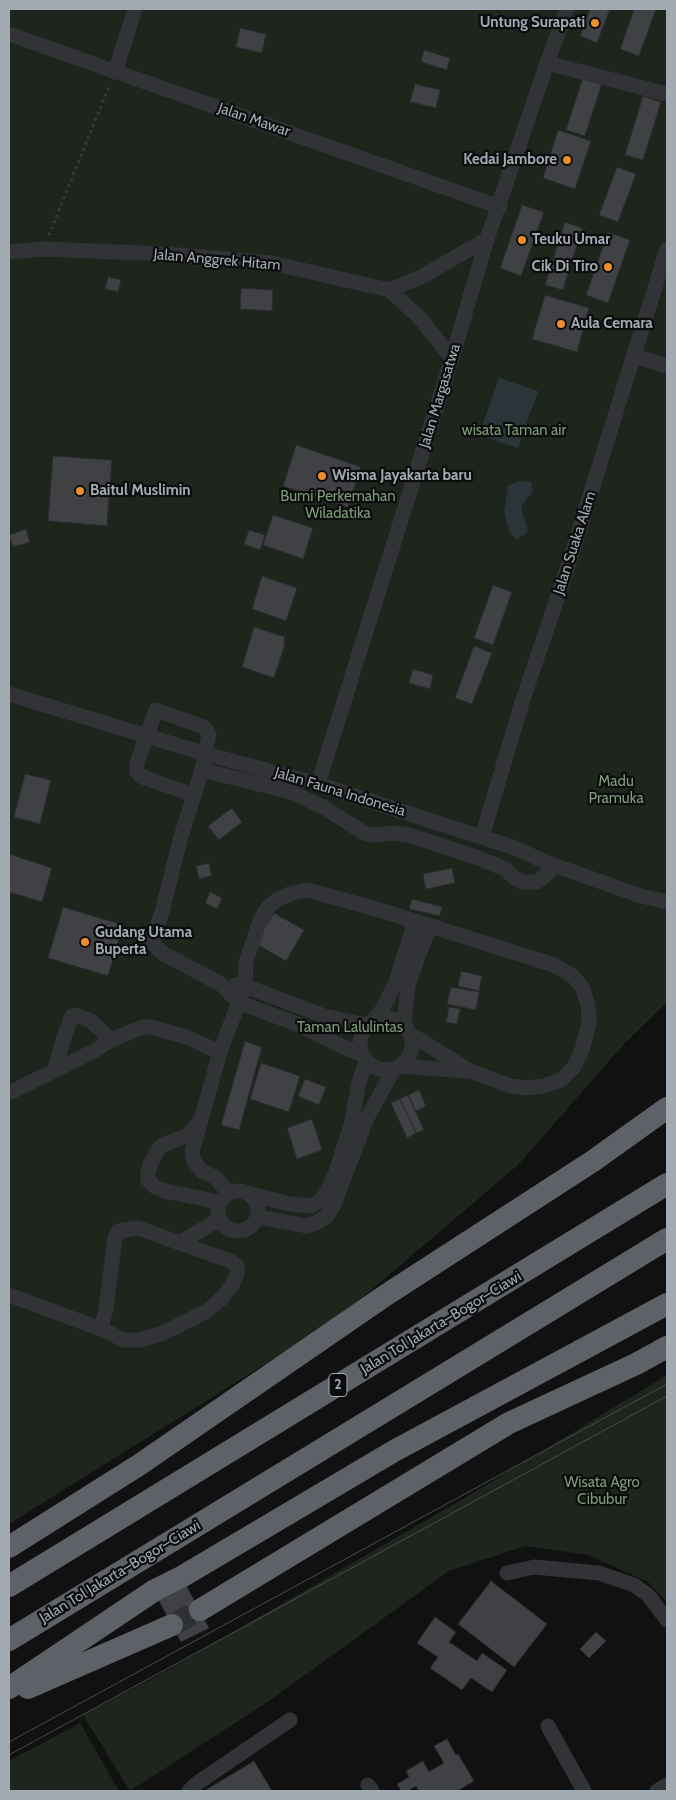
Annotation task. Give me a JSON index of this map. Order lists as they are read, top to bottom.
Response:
{
  "streets": {
    "highway": ["Jalan Tol Jakarta–Bogor–Ciawi", "2"],
    "street": [
      "Jalan Mawar",
      "Jalan Anggrek Hitam",
      "Jalan Margasatwa",
      "Jalan Suaka Alam",
      "Jalan Fauna Indonesia"
    ]
  },
  "crossings": [
    ["Jalan Mawar", "Jalan Margasatwa"],
    ["Jalan Anggrek Hitam", "Jalan Margasatwa"],
    ["Jalan Margasatwa", "Jalan Fauna Indonesia"],
    ["Jalan Suaka Alam", "Jalan Fauna Indonesia"]
  ],
  "parks": [
    "wisata Taman air",
    "Bumi Perkemahan Wiladatika",
    "Madu Pramuka",
    "Taman Lalulintas",
    "Wisata Agro Cibubur"
  ],
  "places": [
    "Untung Surapati",
    "Kedai Jambore",
    "Teuku Umar",
    "Cik Di Tiro",
    "Aula Cemara",
    "Wisma Jayakarta baru",
    "Baitul Muslimin",
    "Gudang Utama Buperta"
  ]
}
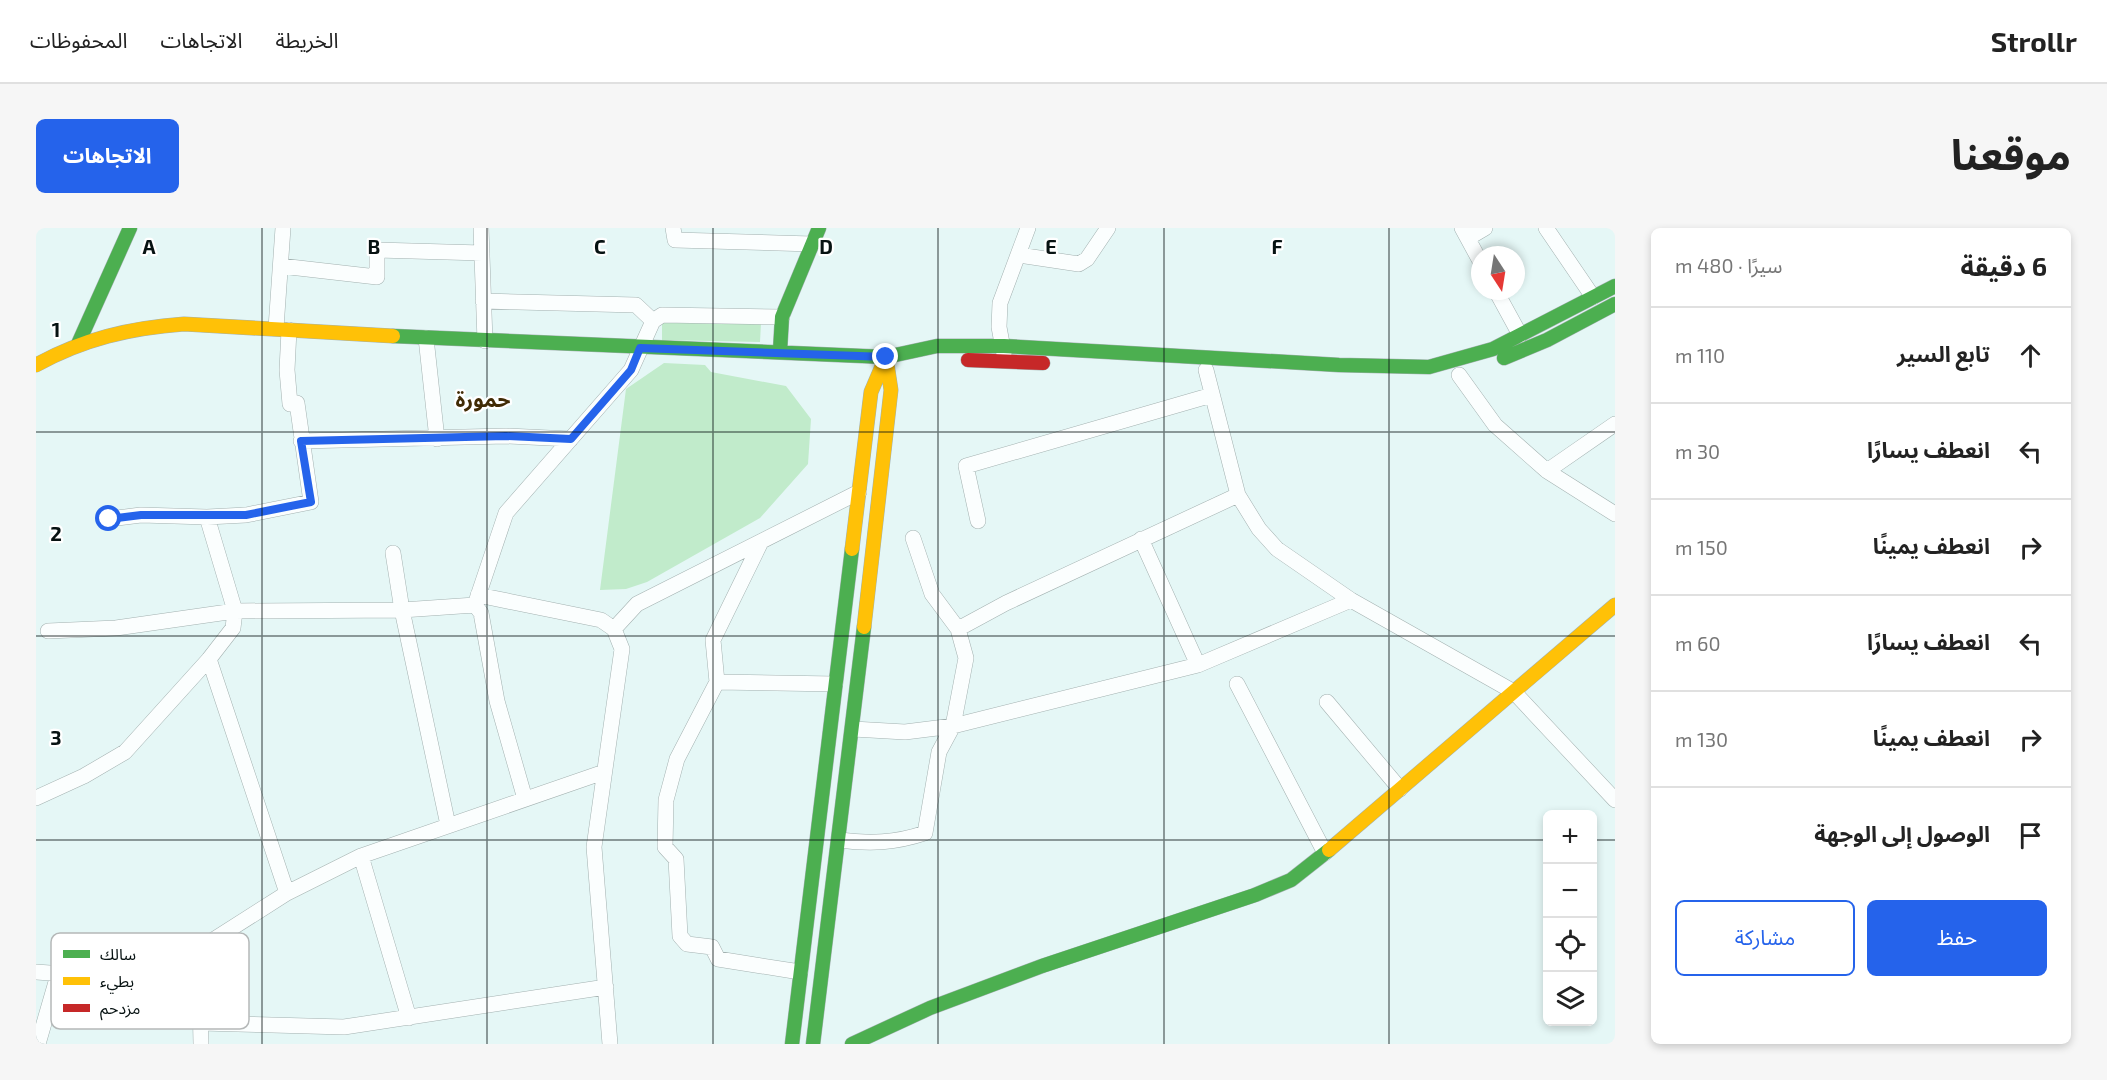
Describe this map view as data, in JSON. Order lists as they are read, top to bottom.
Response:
{
  "districts": ["حمورة"],
  "legend": ["سالك", "بطيء", "مزدحم"],
  "north": "bottom",
  "page": {
    "header": "Strollr",
    "nav": ["الخريطة", "الاتجاهات", "المحفوظات"],
    "title": "موقعنا",
    "buttons": [
      "الاتجاهات",
      ["حفظ", "مشاركة"]
    ],
    "heading": ["6 دقيقة", "سيرًا · 480 m"],
    "list": [
      ["تابع السير", "110 m"],
      ["انعطف يسارًا", "30 m"],
      ["انعطف يمينًا", "150 m"],
      ["انعطف يسارًا", "60 m"],
      ["انعطف يمينًا", "130 m"],
      "الوصول إلى الوجهة"
    ],
    "map_buttons": ["+", "−"]
  },
  "grid": {
    "columns": [
      "A",
      "B",
      "C",
      "D",
      "E",
      "F"
    ],
    "rows": ["1", "2", "3"]
  }
}
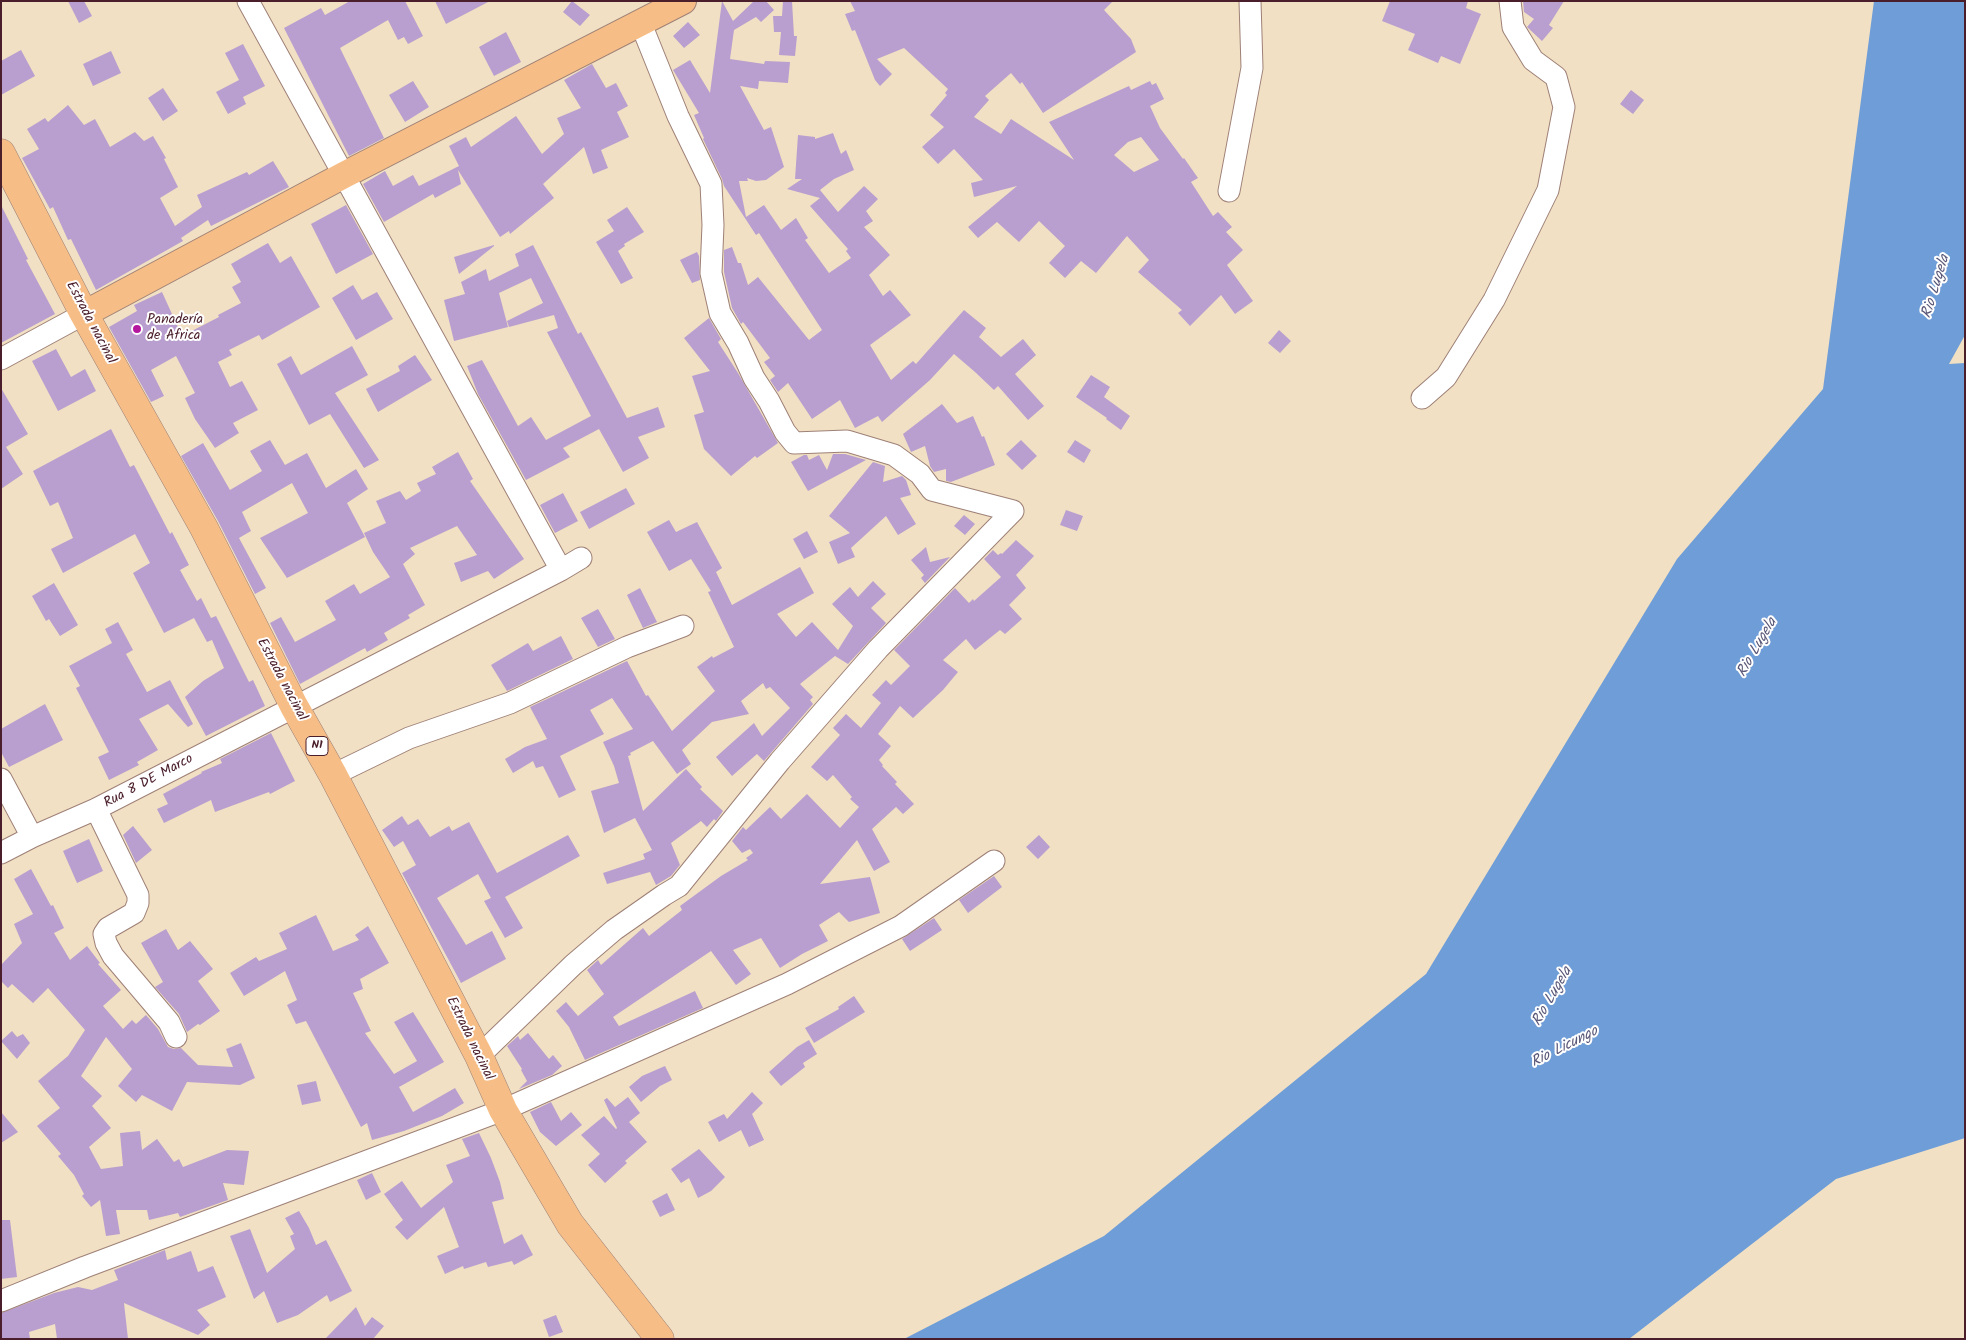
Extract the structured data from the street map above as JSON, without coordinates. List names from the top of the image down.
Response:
━━━━━━━━━━━━━━━━━━━━━━━━━━━━━━
> _Exercise objective_: Each line from the top of the records through the one containing "Describe this map" needs to be transcribed exactly, without pictures.

> _Result for this task_:
Annotation task. Give me a JSON index of this map. Order lists as they are read, top to bottom.
Response:
{
  "streets": {
    "highway": ["Jalan Tol Jakarta–Bogor–Ciawi", "2"],
    "street": [
      "Jalan Mawar",
      "Jalan Anggrek Hitam",
      "Jalan Margasatwa",
      "Jalan Suaka Alam",
      "Jalan Fauna Indonesia"
    ]
  },
  "crossings": [
    ["Jalan Mawar", "Jalan Margasatwa"],
    ["Jalan Anggrek Hitam", "Jalan Margasatwa"],
    ["Jalan Margasatwa", "Jalan Fauna Indonesia"],
    ["Jalan Suaka Alam", "Jalan Fauna Indonesia"]
  ],
  "parks": [
    "wisata Taman air",
    "Bumi Perkemahan Wiladatika",
    "Madu Pramuka",
    "Taman Lalulintas",
    "Wisata Agro Cibubur"
  ],
  "places": [
    "Untung Surapati",
    "Kedai Jambore",
    "Teuku Umar",
    "Cik Di Tiro",
    "Aula Cemara",
    "Wisma Jayakarta baru",
    "Baitul Muslimin",
    "Gudang Utama Buperta"
  ]
}
Describe this map view as data, in JSON. Order lists as they are read, top to bottom.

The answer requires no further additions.